= Hawaii Youth Opera Chorus =

The Hawaiʻi Youth Opera Chorus (HYOC) is Hawaiʻi's premier children's choir. It is currently under the direction of Nola A. Nāhulu as well as several assistant directors, accompanists, and various other instructors. It is currently housed at the University of Hawaiʻi (Mānoa) music department, although previously it was housed at Kawaiahaʻo Church, located in Downtown Honolulu on the Hawaiian Island of Oʻahu.

In addition to performances with the opera, HYOC has developed its own diverse repertoire which ranges from classical, spiritual, secular, and Hawaiian music. HYOC has also branched out to include other endeavours, such as hula and piano classes. It has also recently introduced a special rehearsal for the male voices of the organization, in an attempt to draw more interest towards boys.

==History==
Originally the Honolulu Children's Opera Chorus (HCOC), HYOC was founded in 1961 to provide children for the Hawaiʻi Opera Theatre (HOT)'s production of Giacomo Puccini's La Bohème. So many children appeared for the audition that it was soon realised that Hawaiʻi was in great need of a children's chorus. Since then, HYOC has grown tremendously. It now contains singers from Kindergarten to 12th grade in eight ensembles. To this day, HYOC shares a strong connection with HOT, and the operas that require children use singers from HYOC. The 2006 season operas Il Trittico (Suor Angelica) and Tosca featured children from HYOC's Cantilena and Scelto ensembles. Past productions include 2005's Turandot, 2003's La Bohème, 2002's Carmen, and 2001's Pagliacci/Cavalleria Rusticana.

HYOC started out as a single ensemble, but as its attendance grew it continued to add additional choirs. Cantilena, for example, was created when the Coro ensemble became too large. Gioventù Musicale was created when the age range of the organisation expanded to include youth rather than just children.

As HYOC has grown, it has attracted more and more singers from all over Oʻahu.
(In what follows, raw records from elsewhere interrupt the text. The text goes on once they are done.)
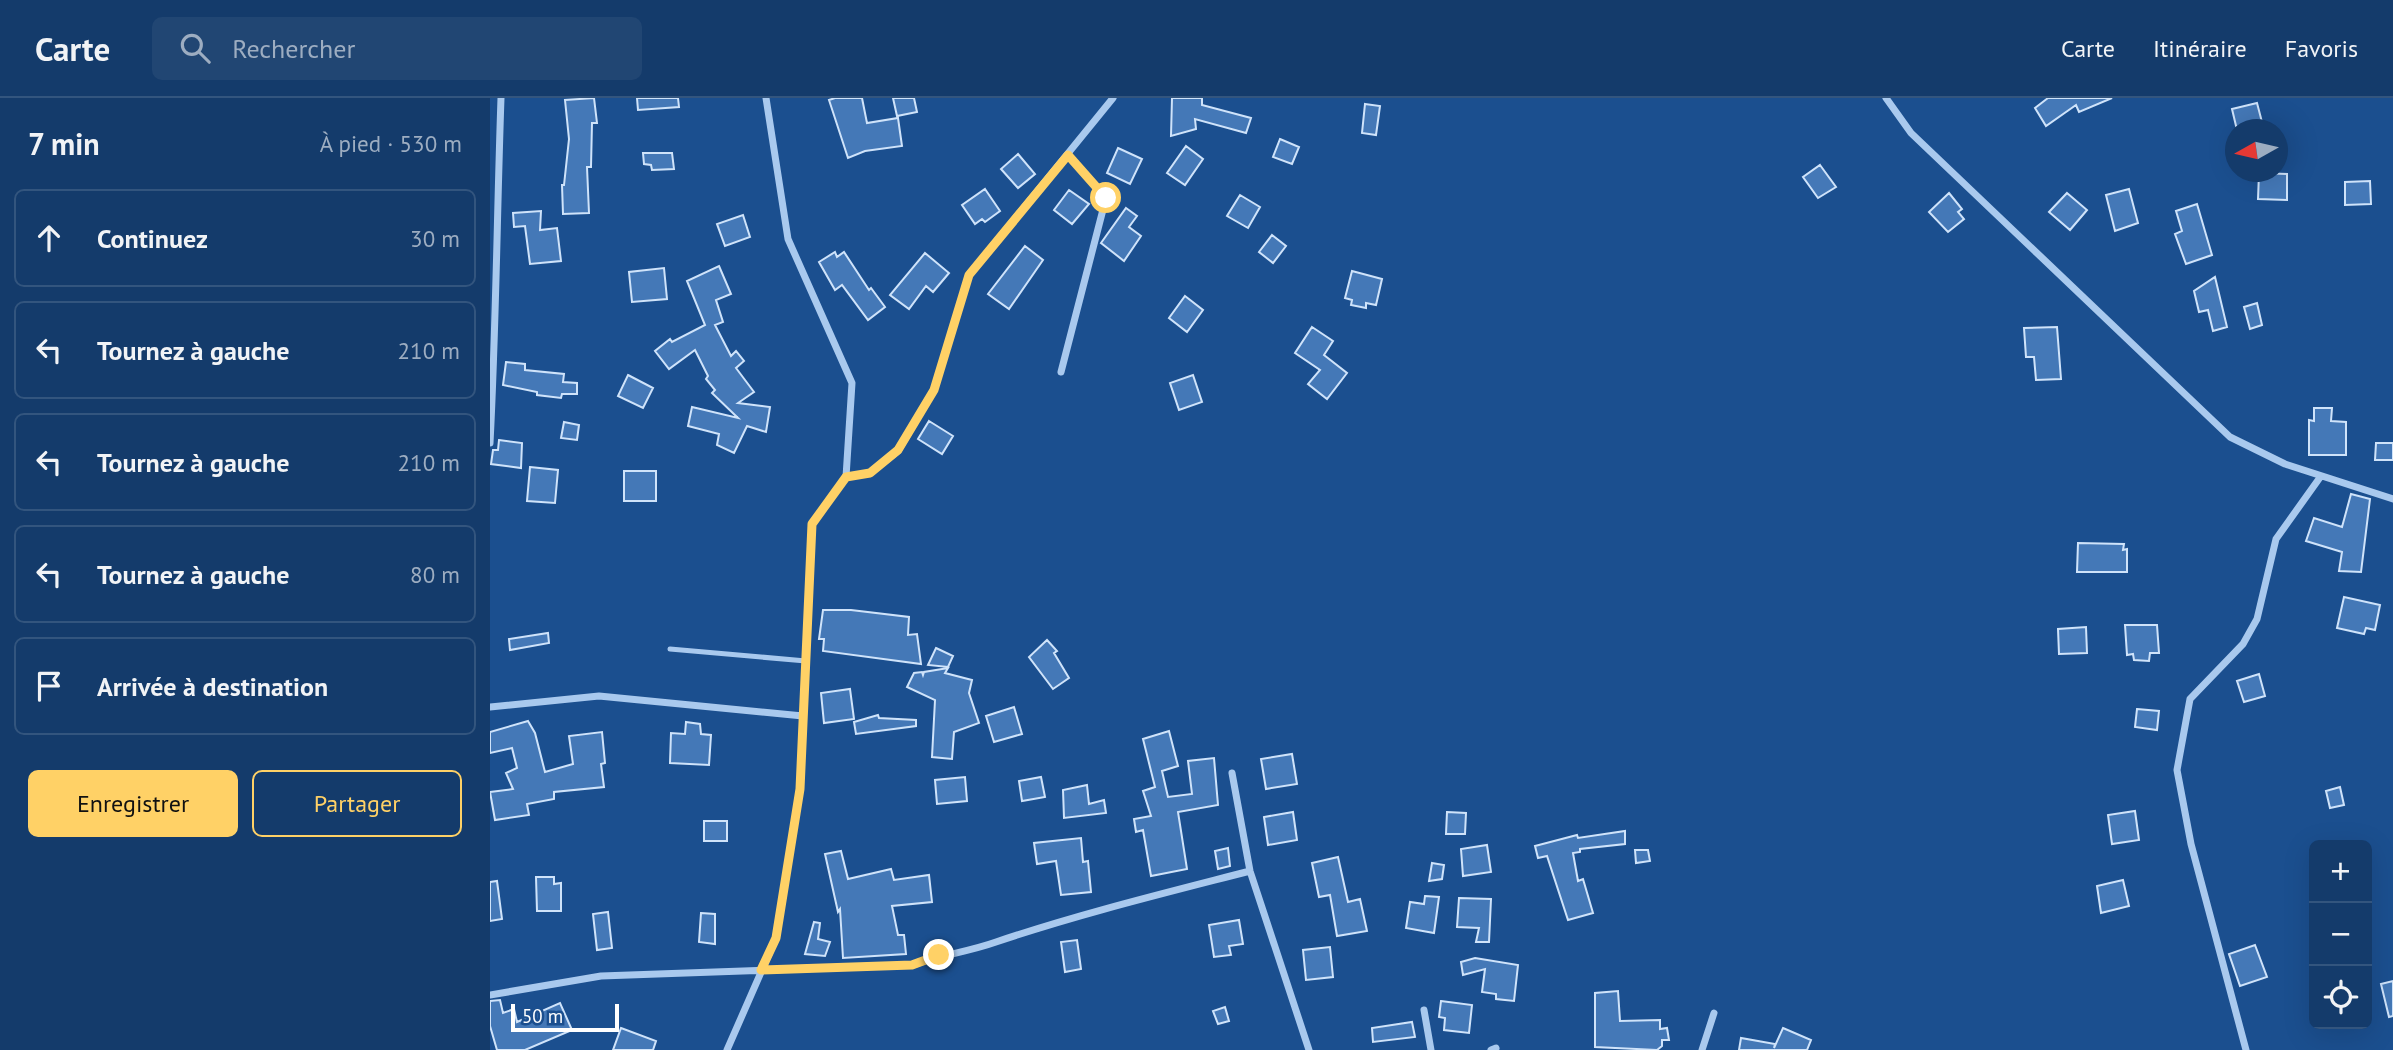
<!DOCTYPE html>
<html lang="fr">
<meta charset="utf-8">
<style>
body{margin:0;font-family:"PT Sans",sans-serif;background:#214673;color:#f1f3f6}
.controls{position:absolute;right:21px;bottom:21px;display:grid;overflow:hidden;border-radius:10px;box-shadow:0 7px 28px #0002}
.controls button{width:63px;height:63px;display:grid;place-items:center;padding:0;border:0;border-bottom:2px solid #33557e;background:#143b6b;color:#f1f3f6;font:35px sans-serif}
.compass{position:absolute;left:1735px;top:21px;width:63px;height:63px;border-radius:50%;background:#143b6b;box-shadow:0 7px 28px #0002;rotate:262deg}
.scale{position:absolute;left:21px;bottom:18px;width:108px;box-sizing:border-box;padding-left:7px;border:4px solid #fff;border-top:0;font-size:19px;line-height:24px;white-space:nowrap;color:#fff;-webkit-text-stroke:5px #1b4f8f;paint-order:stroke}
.stop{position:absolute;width:21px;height:21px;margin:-16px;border:5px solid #ffd166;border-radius:50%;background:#fff}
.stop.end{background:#ffd166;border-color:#fff;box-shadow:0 2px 7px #0008}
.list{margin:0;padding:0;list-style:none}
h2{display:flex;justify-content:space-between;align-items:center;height:91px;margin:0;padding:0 28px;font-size:30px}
h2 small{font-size:23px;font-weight:400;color:#9dadc1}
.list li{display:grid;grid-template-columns:46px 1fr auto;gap:21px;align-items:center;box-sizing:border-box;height:98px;margin:0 14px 14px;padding:0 14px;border:2px solid #33557e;border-radius:10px}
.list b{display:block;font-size:26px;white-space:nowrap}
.list em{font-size:23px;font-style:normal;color:#9dadc1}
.actions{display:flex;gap:14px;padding:21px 28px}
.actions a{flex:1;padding:16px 0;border:2px solid #ffd166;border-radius:10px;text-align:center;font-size:24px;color:#ffd166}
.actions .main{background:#ffd166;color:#111}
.icon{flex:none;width:38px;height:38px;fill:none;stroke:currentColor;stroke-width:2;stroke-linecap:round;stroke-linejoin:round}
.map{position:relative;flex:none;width:1903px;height:952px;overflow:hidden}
header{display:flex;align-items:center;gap:42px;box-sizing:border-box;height:98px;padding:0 35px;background:#143b6b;border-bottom:2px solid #33557e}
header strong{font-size:33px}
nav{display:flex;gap:38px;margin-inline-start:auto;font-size:24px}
.search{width:490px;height:63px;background:#214673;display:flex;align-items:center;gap:18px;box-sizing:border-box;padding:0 24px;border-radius:10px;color:#9dadc1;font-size:26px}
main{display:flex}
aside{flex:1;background:#143b6b}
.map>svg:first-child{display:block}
.building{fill:#4478b7;stroke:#cfe3fa;stroke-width:2}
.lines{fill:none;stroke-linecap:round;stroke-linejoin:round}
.service{stroke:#a9c9ee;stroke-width:5}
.minor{stroke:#a9c9ee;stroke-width:7}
.route{stroke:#ffd166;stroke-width:9}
</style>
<header>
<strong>Carte</strong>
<div class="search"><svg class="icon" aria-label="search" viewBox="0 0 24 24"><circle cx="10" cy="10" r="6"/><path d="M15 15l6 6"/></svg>Rechercher</div>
<nav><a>Carte</a><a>Itinéraire</a><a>Favoris</a></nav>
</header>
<main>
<aside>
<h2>7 min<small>À pied · 530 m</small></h2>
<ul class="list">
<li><svg class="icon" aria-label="ahead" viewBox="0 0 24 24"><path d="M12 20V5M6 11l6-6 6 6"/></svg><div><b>Continuez</b></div><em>30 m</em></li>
<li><svg class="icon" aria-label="left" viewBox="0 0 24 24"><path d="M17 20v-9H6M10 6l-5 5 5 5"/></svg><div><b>Tournez à gauche</b></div><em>210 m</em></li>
<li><svg class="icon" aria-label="left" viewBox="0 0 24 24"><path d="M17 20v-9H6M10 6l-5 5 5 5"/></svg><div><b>Tournez à gauche</b></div><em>210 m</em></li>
<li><svg class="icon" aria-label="left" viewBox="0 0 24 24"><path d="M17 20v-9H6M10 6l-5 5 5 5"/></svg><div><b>Tournez à gauche</b></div><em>80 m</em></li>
<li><svg class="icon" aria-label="arrive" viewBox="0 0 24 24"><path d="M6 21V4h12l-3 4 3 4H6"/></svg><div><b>Arrivée à destination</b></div></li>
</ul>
<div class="actions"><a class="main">Enregistrer</a><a>Partager</a></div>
</aside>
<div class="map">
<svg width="1903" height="952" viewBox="0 0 1903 952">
<rect width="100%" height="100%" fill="#1b4f8f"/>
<path class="building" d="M104 0 107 25H102L101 69H97L99 115 73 116 72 87H74L79 41 75 2Z
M147 0H188L189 9 148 12Z
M345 0H372L377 25 408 20 412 48 375 53 358 60 339 2Z
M403 0H424L427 14 407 18Z
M682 0H712V7L761 20 756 35 705 21 706 31 681 38Z
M1558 0H1622L1589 14 1586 7 1556 28 1545 10Z
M1767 5 1773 28 1747 32 1742 11Z
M875 6 890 8 886 37 872 35Z
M790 41 809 49 802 66 783 59Z
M696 48 713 61 695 87 677 75Z
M628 50 652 61 640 86 617 75Z
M153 55H182L184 71 162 72 161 67 154 66Z
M528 56 545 76 528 90 511 71Z
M1330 67 1346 89 1328 100 1313 79Z
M1769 75 1797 76V102L1768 101Z
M1880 83 1881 106 1855 107V84Z
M495 91 510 113 495 124 492 121 485 126 472 107Z
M1639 91 1648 125 1625 133 1616 97Z
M579 92 599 106 582 126 564 112Z
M1459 95 1472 111 1468 114 1474 121 1458 134 1439 114Z
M1577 95 1597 112 1580 132 1559 114Z
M750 97 770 109 758 130 737 118Z
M1707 106 1722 157 1696 166 1685 136 1692 133 1686 113Z
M636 110 647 118 639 129 651 138 634 163 611 145Z
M51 113 50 132 67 130 71 163 40 166 35 128 24 129 23 115Z
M253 117 260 139 235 148 227 126Z
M782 137 796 148 783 165 769 154Z
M535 148 553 162 519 211 498 196Z
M345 154 347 159 354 154 379 192 381 190 395 209 378 222 352 187 345 192 329 164Z
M435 155 459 175 443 194 436 188 419 211 400 197Z
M229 168 241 196 226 202 233 224 225 227 241 258 246 253 254 263 246 270 264 294 248 305 280 309 276 334 257 328 244 355 227 347 229 336 198 328 202 309 248 320 222 295 225 292 216 281 218 278 205 252 179 271 165 253 180 241 182 244 215 227 197 183Z
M174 170 177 201 142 204 139 174Z
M862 173 892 181 886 207 876 205V210L861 207 862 202 855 200Z
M1725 179 1737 229 1723 233 1718 212 1709 214 1704 193Z
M695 198 713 212 697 234 679 220Z
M1767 205 1772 227 1760 231 1754 209Z
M822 229 843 243 834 257 857 275 837 301 818 286 830 272 805 255Z
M1567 229 1571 281 1546 282 1544 259H1536L1534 230Z
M16 264 35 266V272L74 276 73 284 87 285V296H72L71 300 47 297V294L13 287Z
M138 277 163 290 153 310 128 298Z
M703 277 712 304 689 312 680 285Z
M1824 310H1842L1841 323 1856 324V357H1819V322L1824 323Z
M439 323 463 338 452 356 428 341Z
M74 324 89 327 87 342 71 340Z
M9 342 32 345 31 370 1 366 3 352H8Z
M1886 345H1903V362H1885Z
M40 369 68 372 65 405 37 403Z
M134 373H166V403H134Z
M1861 396 1880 401 1871 474 1849 473 1852 454 1816 443 1824 420 1852 429Z
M1588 445 1634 446 1633 452 1637 451V474H1587Z
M1854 499 1890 507 1885 532 1876 530 1874 536 1847 530Z
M333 512H361L419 519 418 537 427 536 431 566 333 553 334 541H329Z
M1635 527H1667L1669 555H1660L1659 563 1644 562 1643 556 1637 557Z
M1596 529 1597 555 1569 556 1568 531Z
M58 535 59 545 20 552 19 541Z
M557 542 567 553 564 555 579 580 563 591 539 559Z
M446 550 463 558 458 569 438 567Z
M458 570 455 575 482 582 479 595 489 625 464 634 462 661 442 659 445 602 417 589 424 575 432 574 433 577 434 574Z
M1769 576 1775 598 1754 604 1747 583Z
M360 591 364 621 334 625 331 595Z
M524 609 532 636 504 644 496 618Z
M1647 611 1669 613 1667 632 1645 629Z
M388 617 389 620 426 622V628L366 636 364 624Z
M38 623 45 635 55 674 83 666 79 638 112 634 115 665 111 666 114 689 64 694V701L37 706 39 717 5 722 0 694 23 691 16 675 27 670 22 650 0 655V634Z
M196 624 210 626 211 636 221 637 219 667 180 665 181 635 195 636Z
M679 633 688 668 672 673 678 699 702 696 698 663 724 660 728 707 688 714 697 771 661 778 653 732 646 734 644 721 661 718 653 693 665 689 653 641Z
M802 656 807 686 776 691 771 661Z
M475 679 477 703 447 706 445 682Z
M551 679 555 699 532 703 529 683Z
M597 687 599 706 614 702 616 715 574 720 573 692Z
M1850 689 1854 707 1840 710 1836 693Z
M1645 713 1649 742 1622 746 1618 717Z
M803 714 807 742 778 747 774 719Z
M957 714 976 715 975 736H956Z
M214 723H237V743H214Z
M1135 733V746L1090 751V754L1083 755 1088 783 1093 781 1103 815 1078 822 1057 758 1048 760 1045 748 1087 737 1088 740Z
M591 740 593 764 598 763 601 794 571 797 566 763 547 766 544 745Z
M997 747 1001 774 973 778 971 751Z
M738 750 740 768 728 771 725 753Z
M1145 752H1158L1160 763 1146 765Z
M351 753 358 781 401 771 404 782 439 777 442 804 402 808 408 837H414L416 856 353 860 350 811 348 814 335 756Z
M848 759 858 804 870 801 877 833 847 838 840 797 829 799 822 765Z
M942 765 954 767 952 781 939 783Z
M46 779H64V786L71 785V813H47Z
M1633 782 1639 808 1611 815 1607 788Z
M7 783 12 821 0 823V784Z
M935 798 949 799 944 835 916 830 920 804 934 806Z
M969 800 1001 801 999 844H986L989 830 967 829Z
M118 814 122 850 107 852 103 816Z
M211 815 225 816V846L209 844Z
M749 822 753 846 739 848 741 857 724 859 719 827Z
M324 824 330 825 328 841 340 844 335 858 315 856Z
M587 842 591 871 575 874 571 844Z
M1765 847 1777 879 1750 888 1739 856Z
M840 849 843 879 816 882 813 852Z
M985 860 1028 867 1024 903 1006 901V896L992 894 995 871 973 877 971 864Z
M1903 883V918L1899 919 1891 886Z
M1128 893 1130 923 1170 922V931L1177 930 1179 942H1172V948L1167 952 1105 949V895Z
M10 902 13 915 24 911 27 924 70 905 82 932 35 952H7L0 928V903Z
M951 903 982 907 979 935 954 932 955 920 949 919Z
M735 909 739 923 728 926 723 913Z
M922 924 925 939 883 944 882 930Z
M131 930 166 943 163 952H123Z
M1293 930 1321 942 1317 952H1249L1251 940 1285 946 1284 950Z"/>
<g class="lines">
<path class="service" d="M180 551 316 563"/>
<path class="minor" d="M1396 0 1421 35 1740 339 1795 366 1903 401
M571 274 616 100 578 57
M0 345C6 230 7 115 11 0
M356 379 380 375 408 353 444 292 479 177 623 0
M0 609 109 598 313 618
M742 675 760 773 819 952
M0 897 111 878 423 867C450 857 478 854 506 844 589 816 675 795 760 773
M934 912 941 952
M237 952 286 840 310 691 322 426 356 379 362 285 298 141 276 0
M1001 952 1006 950
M1212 952 1224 915
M1756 952 1701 746 1687 672 1700 601 1753 546 1767 521 1786 441 1831 378"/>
</g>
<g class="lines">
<path class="route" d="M449 857 422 867 271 872 286 840 310 691 322 426 356 379 380 375 408 352 444 292 479 177 578 57 616 100"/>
</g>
</svg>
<div class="controls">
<button>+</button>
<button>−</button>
<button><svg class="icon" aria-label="locate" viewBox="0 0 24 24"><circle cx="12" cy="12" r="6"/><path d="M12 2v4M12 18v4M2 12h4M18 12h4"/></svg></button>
</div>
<svg class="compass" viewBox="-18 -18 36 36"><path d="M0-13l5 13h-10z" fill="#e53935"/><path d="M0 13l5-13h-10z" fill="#9dadc1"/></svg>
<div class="scale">50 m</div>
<div class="stop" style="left:616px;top:100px"></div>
<div class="stop end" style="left:449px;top:857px"></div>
</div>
</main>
It has members from most of Hawaiʻi's public and private schools as well as homeschooled members.

== Performances ==
In addition to the operas, HYOC performs at a variety of venues either alone or with other groups. On 22 November 2006, together with the Honolulu Symphony and the Symphony Chorus, HYOC presented John Rutter's Mass of the Children, featuring HYOC as the prominent children's chorus.

HYOC also hosts several music festivals. Most notably, HYOC holds the annual Pacific Rim Children's Chorus Festival in July, bringing singers from all over the United States and elsewhere to Hawaii to study choral music of the Pacific Rim with clinician Henry Leck.

==Ensembles==
HYOC has eight separate choirs, or ensembles. The attendance of each ensemble is primarily based on age of the student, although there is some overlap based on each student's achievement and length of time in the organization. All but one have Italian names; Nā Leo Kūhoʻokahi is the only ensemble with a Hawaiian name.